Lilliput Press - Spring 2026 Titles

Lilliput Press - Spring 2026 Titles

Though we’re not through the dark days of winter just yet, we thought readers could use a sneak preview at some of our upcoming 2026 titles – the proverbial light at the end of the tunnel so to speak. With two outstanding debuts, essays about videogames (Liam is very excited for this one), fiction in translation and a collection of interviews with some of the best Irish writers over the last thirty years, our 2026 spring titles have something for everyone. Have a read below for some info on this incredible group of books and authors.
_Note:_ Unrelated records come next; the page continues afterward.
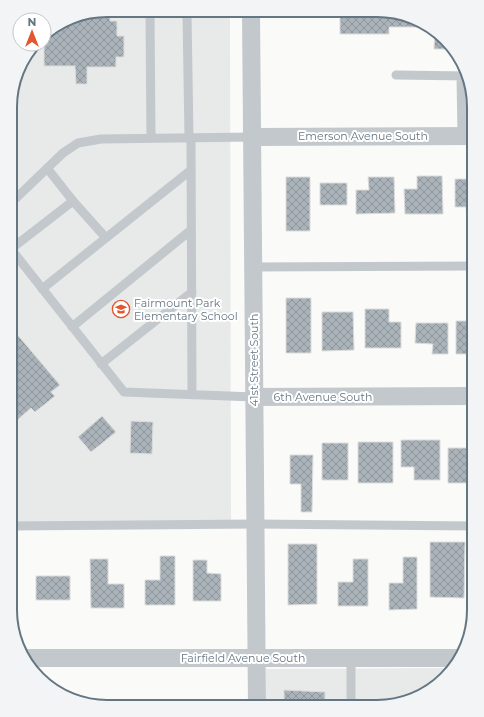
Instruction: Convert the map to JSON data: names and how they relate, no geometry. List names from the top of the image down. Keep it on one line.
{"streets":{"street":["Emerson Avenue South","41st Street South","6th Avenue South","Fairfield Avenue South"]},"crossings":[["Emerson Avenue South","41st Street South"],["41st Street South","6th Avenue South"],["41st Street South","Fairfield Avenue South"]],"places":{"school or university":["Fairmount Park Elementary School"]},"north":"top"}
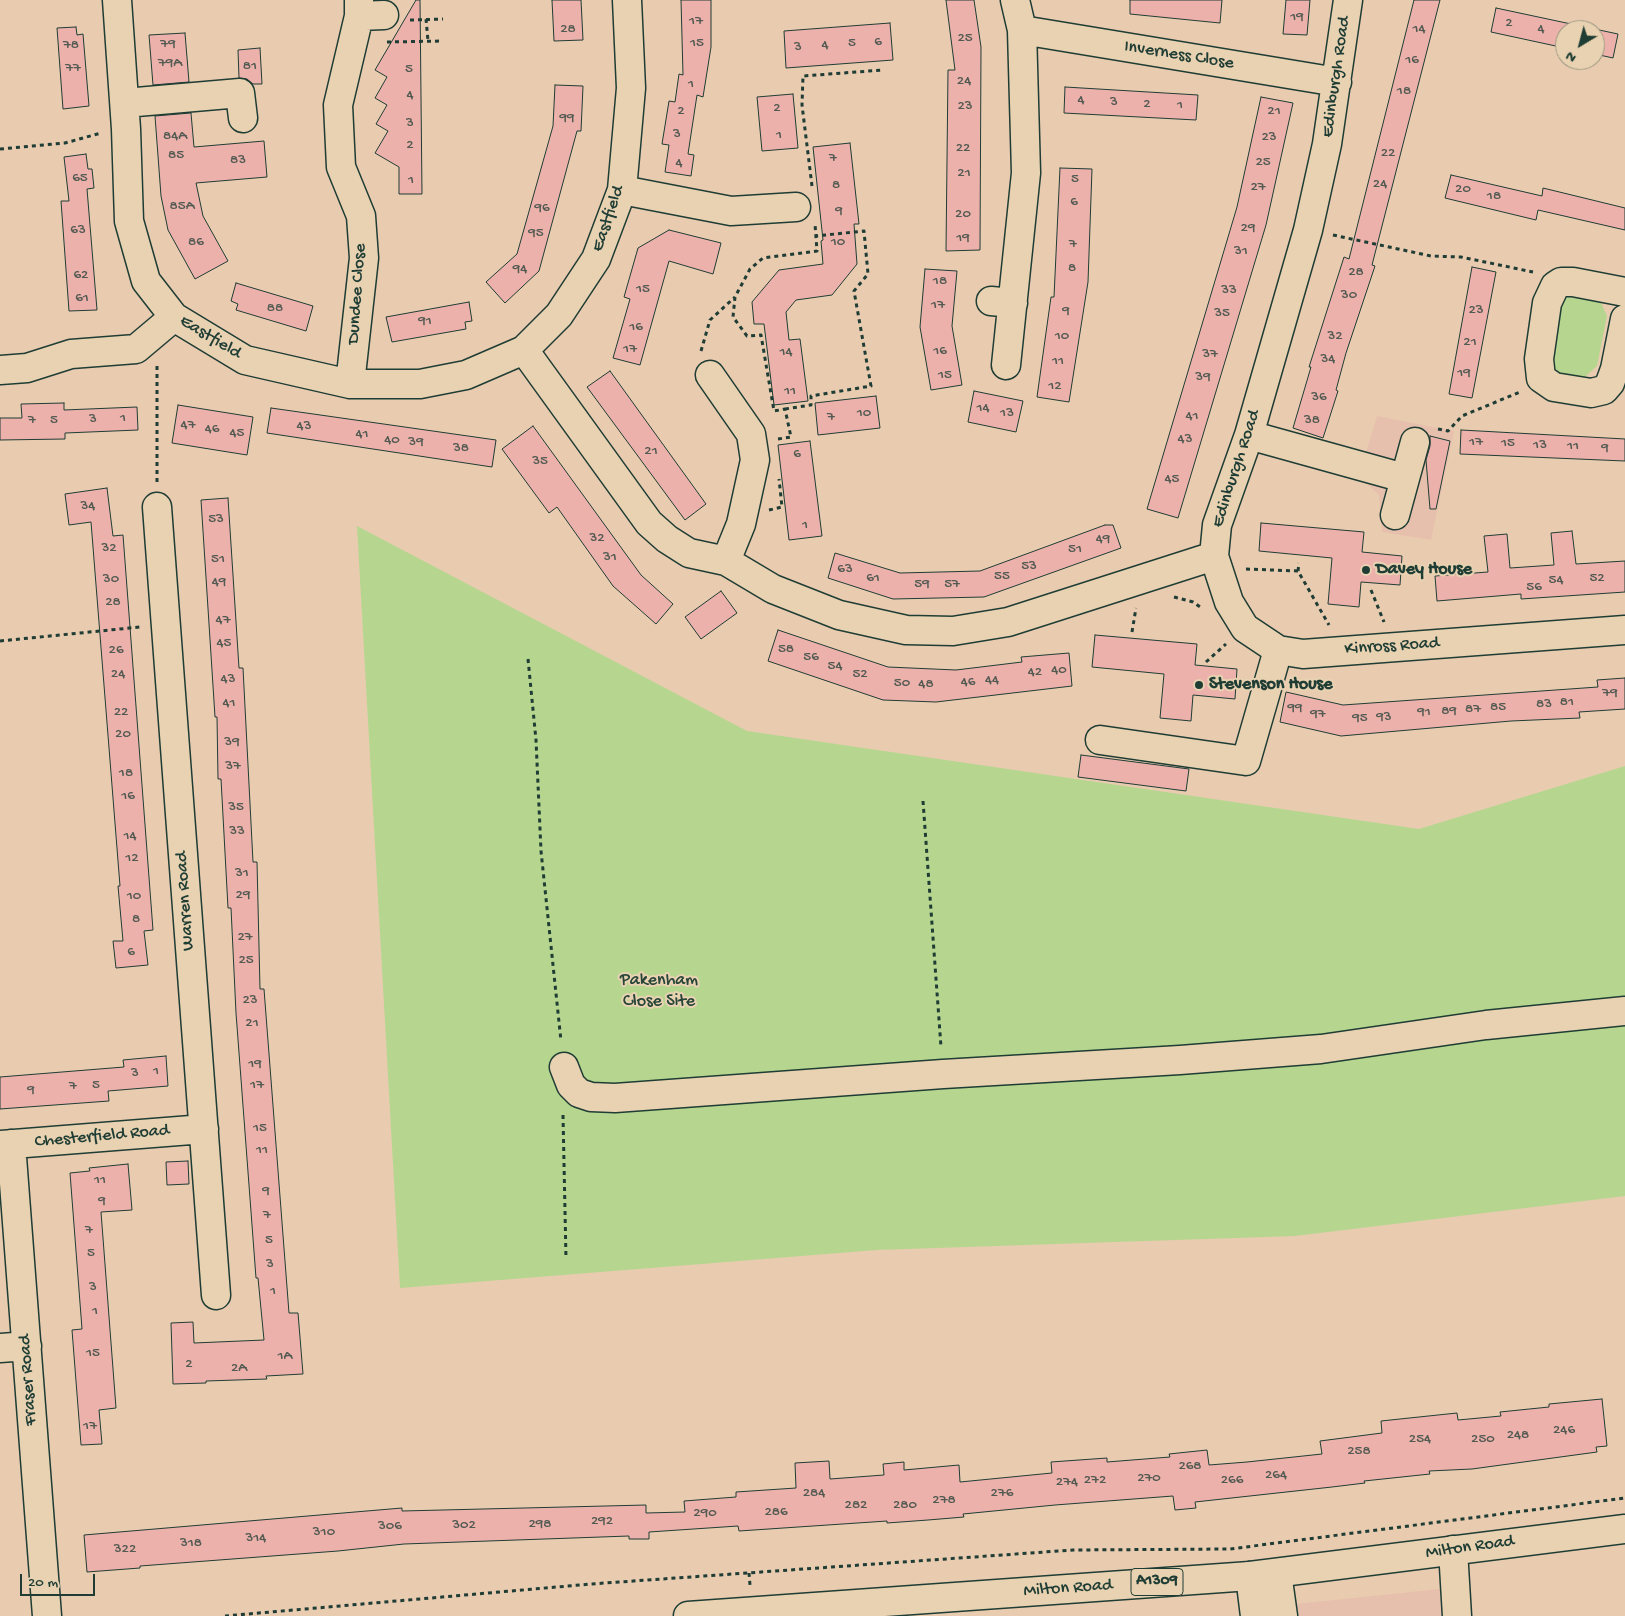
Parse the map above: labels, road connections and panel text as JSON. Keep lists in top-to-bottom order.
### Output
{
  "streets": {
    "street": [
      "Inverness Close",
      "Edinburgh Road",
      "Eastfield",
      "Dundee Close",
      "Kinross Road",
      "Warren Road",
      "Chesterfield Road",
      "Fraser Road",
      "Milton Road",
      "A1309"
    ]
  },
  "crossings": [
    ["Inverness Close", "Edinburgh Road"],
    ["Edinburgh Road", "Kinross Road"],
    ["Eastfield", "Dundee Close"],
    ["Warren Road", "Chesterfield Road"],
    ["Chesterfield Road", "Fraser Road"]
  ],
  "parks": ["Pakenham Close Site"],
  "places": ["Davey House", "Stevenson House"],
  "house_numbers": [
    "19",
    "17",
    "2",
    "28",
    "14",
    "4",
    "25",
    "6",
    "15",
    "5",
    "79",
    "78",
    "4",
    "3",
    "16",
    "79A",
    "81",
    "77",
    "5",
    "24",
    "1",
    "18",
    "4",
    "4",
    "3",
    "2",
    "1",
    "23",
    "2",
    "2",
    "21",
    "99",
    "3",
    "3",
    "1",
    "84A",
    "23",
    "2",
    "22",
    "22",
    "85",
    "7",
    "83",
    "25",
    "4",
    "21",
    "65",
    "5",
    "1",
    "24",
    "8",
    "27",
    "20",
    "18",
    "6",
    "85A",
    "96",
    "9",
    "20",
    "29",
    "63",
    "95",
    "19",
    "86",
    "10",
    "7",
    "31",
    "8",
    "94",
    "28",
    "62",
    "18",
    "15",
    "33",
    "30",
    "61",
    "17",
    "88",
    "23",
    "9",
    "35",
    "91",
    "16",
    "10",
    "32",
    "21",
    "17",
    "16",
    "14",
    "37",
    "34",
    "11",
    "19",
    "15",
    "39",
    "12",
    "11",
    "36",
    "14",
    "10",
    "13",
    "41",
    "7",
    "1",
    "3",
    "7",
    "5",
    "38",
    "47",
    "43",
    "46",
    "45",
    "41",
    "43",
    "40",
    "39",
    "17",
    "15",
    "13",
    "11",
    "38",
    "9",
    "21",
    "6",
    "35",
    "45",
    "34",
    "53",
    "1",
    "32",
    "49",
    "32",
    "51",
    "31",
    "51",
    "53",
    "63",
    "55",
    "61",
    "52",
    "30",
    "54",
    "49",
    "59",
    "57",
    "56",
    "28",
    "47",
    "45",
    "58",
    "26",
    "56",
    "54",
    "40",
    "42",
    "24",
    "52",
    "43",
    "44",
    "46",
    "50",
    "48",
    "79",
    "81",
    "41",
    "83",
    "85",
    "99",
    "87",
    "89",
    "22",
    "91",
    "97",
    "93",
    "95",
    "20",
    "39",
    "37",
    "18",
    "16",
    "35",
    "33",
    "14",
    "12",
    "31",
    "29",
    "10",
    "8",
    "27",
    "6",
    "25",
    "23",
    "21",
    "19",
    "1",
    "3",
    "5",
    "17",
    "7",
    "9",
    "15",
    "11",
    "11",
    "9",
    "9",
    "7",
    "7",
    "5",
    "5",
    "3",
    "3",
    "1",
    "1",
    "15",
    "1A",
    "2",
    "2A",
    "17",
    "246",
    "248",
    "254",
    "250",
    "258",
    "268",
    "264",
    "270",
    "272",
    "266",
    "274",
    "284",
    "276",
    "278",
    "282",
    "280",
    "286",
    "290",
    "292",
    "298",
    "302",
    "306",
    "310",
    "314",
    "318",
    "322"
  ],
  "scale_bar": "20 m",
  "north": "bottom left"
}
We hope you’re looking forward to them as much as we are!

Set across liminal landscapes, Four Night Seas is the debut collection from award-winning author Niamh Mac Cabe. Characters navigate emotional and existential thresholds – grieving, seeking meaning, reconciling with the past. Whether it is a reclusive sculptor haunted by guilt, a lost child drawing maps in the sand, or a greyhound silently shadowing a man to a mountain lake, Mac Cabe’s lyrical prose and inventive narrative structures evoke an eerie, tender intimacy. 

In the past few years, more and more Irish writers have tackled the topic of video games. CTRL, edited by Dean Fee, is a collection of essays which explore the idea of video games as an artform; the good and the bad, to use video games as a cypher, as a new way of looking at the world and the lives of the writer themselves. These are insightful, curious, and raw essays from some of the best names in contemporary Irish writing, including Sheila Armstrong, Brenda Romero, Stephen Sexton, Lisa McInerney, Roisin Kiberd, Chandrika Narayanan-Mohan and Rob Doyle.

In Somewhere, Clodagh finds herself adrift after leaving her partner Seamus. Navigating addiction, the harsh realities of a housing crisis, and relationships pushed to the brink, this is a story of her attempts to reconnect with herself, and those closest to her, in a gritty, vividly rendered contemporary Dublin. Don’t miss this debut from award-winning writer Jessamine O’Connor.

Martin Doyle, Books Editor of The Irish Times, has been an arts journalist for almost 35 years and in that time has interviewed many of the most talented and successful Irish writers at different stages of their careers. Irish Writers and Writing 1991-2025 offers a kaleidoscopic portrait of the Irish literary world as it has evolved in the past four decades. Including interviews with Sally Rooney, Claire Keegan, Roddy Doyle, Colm Tóibín, Claire Kilroy, Donal Ryan, Alice Taylor and  Paul Murray.

Selling nearly half a million copies in France alone, Sorj Chalandon’s novel Le Quatrième Mur was a literary sensation when published in 2013, and was adapted for film in 2024. Now appearing in English for the first time, The Fourth Wall is a stunning literary novel, set in Beirut, February 1982, at the outbreak of the second Israeli invasion of Lebanon. Georges and his old friend Samuel, a theatre director, prepare to stage a performance of Jean Anouilh’s Antigone, in the hope of achieving peace for a few brief hours. Translated by Cheney Crow.

The Lock-Keeper’s Wife is a profoundly moving novel told through the journal entries of Julie McDermot, a woman recently released from ‘The Mental’, a psychiatric institution in rural mid-century Ireland. Living in isolation with an unloving husband by the canal docks where he works, Julie reflects on a life shaped by grief, motherhood, and neglect. John MacKenna has crafted a poetic and poignant story, perfect for fans of Claire Keegan and Colm Tóibín.